To use language that might be more familiar to us all, this is the difference between being a brand and being a commodity. A commodity is un-differentiated. It offers a thing that others offer in a way that's so unremarkable as to make the choice between several of them unimportant. It usually comes down to price and the lower that can be the better. An artist, creator, or maker of any kind should never be a commodity. If you're a wedding photographer, you're a commodity. But if you're the wedding photographer who, and here I'll let you fill in the blank because only you know what really makes you different, then you're a brand. If you're a painter, you're a commodity. if you're that painter who, fill in the blank with what sets you apart, then you're a brand.
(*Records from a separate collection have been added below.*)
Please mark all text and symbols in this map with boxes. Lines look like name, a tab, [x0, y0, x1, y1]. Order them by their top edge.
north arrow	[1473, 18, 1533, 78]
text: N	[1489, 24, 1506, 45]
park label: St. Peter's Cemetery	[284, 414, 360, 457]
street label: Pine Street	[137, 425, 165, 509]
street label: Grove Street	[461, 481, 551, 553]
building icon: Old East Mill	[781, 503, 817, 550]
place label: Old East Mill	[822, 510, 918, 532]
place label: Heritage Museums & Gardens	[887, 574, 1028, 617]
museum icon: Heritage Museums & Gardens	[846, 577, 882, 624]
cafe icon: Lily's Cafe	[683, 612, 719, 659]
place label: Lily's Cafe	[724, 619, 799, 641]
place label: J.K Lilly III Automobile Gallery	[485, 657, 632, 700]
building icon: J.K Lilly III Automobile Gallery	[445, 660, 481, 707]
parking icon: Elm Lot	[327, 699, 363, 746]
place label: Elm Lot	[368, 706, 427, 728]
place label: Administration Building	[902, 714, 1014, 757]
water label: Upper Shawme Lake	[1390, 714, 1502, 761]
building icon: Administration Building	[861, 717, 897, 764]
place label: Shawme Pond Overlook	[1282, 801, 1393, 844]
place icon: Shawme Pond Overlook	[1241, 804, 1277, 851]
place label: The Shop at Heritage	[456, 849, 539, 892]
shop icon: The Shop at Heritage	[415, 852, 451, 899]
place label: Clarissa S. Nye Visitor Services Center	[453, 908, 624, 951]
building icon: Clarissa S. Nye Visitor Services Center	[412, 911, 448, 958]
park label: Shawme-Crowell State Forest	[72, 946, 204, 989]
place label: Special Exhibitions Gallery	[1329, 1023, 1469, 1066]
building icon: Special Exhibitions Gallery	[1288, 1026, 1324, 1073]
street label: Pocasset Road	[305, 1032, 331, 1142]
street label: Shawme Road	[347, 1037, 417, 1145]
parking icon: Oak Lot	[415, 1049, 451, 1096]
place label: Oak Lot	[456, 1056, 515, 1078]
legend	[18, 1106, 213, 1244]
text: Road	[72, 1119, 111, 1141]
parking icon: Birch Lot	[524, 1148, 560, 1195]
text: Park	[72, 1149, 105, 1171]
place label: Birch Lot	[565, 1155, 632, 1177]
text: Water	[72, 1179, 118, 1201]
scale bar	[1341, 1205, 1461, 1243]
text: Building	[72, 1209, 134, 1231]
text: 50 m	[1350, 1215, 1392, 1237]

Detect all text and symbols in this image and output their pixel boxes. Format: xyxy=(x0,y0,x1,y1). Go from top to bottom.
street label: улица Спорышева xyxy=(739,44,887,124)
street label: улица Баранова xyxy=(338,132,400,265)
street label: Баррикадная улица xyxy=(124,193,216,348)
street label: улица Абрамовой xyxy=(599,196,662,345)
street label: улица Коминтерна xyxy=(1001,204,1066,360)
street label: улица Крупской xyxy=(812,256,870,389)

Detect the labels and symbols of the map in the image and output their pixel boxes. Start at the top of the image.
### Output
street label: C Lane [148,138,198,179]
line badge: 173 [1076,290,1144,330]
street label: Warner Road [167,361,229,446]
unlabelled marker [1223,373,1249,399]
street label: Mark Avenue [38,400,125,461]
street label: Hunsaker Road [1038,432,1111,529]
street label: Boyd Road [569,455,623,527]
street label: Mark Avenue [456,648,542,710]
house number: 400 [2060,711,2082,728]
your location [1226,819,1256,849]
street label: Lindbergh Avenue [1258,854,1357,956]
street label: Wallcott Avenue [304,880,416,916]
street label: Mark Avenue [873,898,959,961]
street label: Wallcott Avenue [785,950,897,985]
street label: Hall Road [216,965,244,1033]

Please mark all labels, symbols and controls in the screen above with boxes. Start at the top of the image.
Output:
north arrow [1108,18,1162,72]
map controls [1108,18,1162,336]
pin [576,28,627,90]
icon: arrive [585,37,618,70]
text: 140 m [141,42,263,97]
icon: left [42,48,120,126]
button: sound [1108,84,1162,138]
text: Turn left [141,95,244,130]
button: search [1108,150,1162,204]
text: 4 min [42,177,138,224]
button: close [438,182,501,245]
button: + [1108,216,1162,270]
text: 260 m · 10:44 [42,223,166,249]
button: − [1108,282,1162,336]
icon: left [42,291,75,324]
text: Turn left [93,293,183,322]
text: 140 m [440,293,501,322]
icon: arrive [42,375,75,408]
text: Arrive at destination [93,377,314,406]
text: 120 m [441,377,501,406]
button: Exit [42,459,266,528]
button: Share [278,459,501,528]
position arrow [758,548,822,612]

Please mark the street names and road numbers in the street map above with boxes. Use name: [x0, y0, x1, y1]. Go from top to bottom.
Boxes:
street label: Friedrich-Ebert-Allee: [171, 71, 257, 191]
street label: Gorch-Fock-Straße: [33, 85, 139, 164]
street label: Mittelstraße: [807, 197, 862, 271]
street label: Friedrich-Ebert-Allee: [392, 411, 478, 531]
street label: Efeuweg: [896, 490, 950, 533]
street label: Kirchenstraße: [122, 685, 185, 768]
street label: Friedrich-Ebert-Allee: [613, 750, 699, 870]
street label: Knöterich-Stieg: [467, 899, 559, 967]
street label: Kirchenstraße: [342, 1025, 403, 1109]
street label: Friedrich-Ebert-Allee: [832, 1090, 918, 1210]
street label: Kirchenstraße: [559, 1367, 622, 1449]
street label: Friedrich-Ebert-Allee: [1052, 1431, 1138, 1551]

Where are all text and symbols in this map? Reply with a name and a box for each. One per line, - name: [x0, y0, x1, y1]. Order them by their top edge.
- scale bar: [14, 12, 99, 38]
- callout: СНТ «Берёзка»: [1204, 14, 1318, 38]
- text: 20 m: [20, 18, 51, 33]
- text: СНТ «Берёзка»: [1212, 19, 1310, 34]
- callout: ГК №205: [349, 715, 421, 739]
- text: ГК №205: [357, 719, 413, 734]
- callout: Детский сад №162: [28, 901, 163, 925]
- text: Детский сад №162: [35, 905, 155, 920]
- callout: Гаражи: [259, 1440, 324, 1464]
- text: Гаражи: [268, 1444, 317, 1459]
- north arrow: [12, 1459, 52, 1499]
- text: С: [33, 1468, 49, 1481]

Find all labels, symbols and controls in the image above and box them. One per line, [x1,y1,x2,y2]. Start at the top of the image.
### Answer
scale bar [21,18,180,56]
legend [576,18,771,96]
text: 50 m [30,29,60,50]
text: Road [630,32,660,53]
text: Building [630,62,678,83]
A brand is identifiable. It occupies a specific space in the mind of those who think of you.  It makes you feel a certain way. It stands for something. Think of Jeep, Victoria's Secret, Patagonia, Rolex, or Ferrari, to name a few. Nike. Apple. Starbucks. When I mention the name most of us know exactly who they are, what they stand for, and whether they are for us or not. Some of us will hear those names and feel strong emotions, one way of the other. The same is true of Tom Cruise, Will Ferrell, or Lady Gaga. They aren't all over the map. They've made choices about who they are and what kinds of feelings they tap into. Jeep taps into the longing for adventure. Apple taps into the longing for creativity. Will Ferrell is about laughter. Victoria's Secret is about seduction and sensuality. When I look at the work of the artists and creatives that I love, I know exactly what they stand for and what kinds of experiences they invite me into. When I look at the work of people that tell me they don't know who their audience is, I do not. It's vague and I have no sense of what they're all about. It's not a criticism, but an observation that specific choices haven't yet been made. The colours haven't yet been nailed to the mast, which is the mark of an identifiable brand, whether that brand is a company or a personality.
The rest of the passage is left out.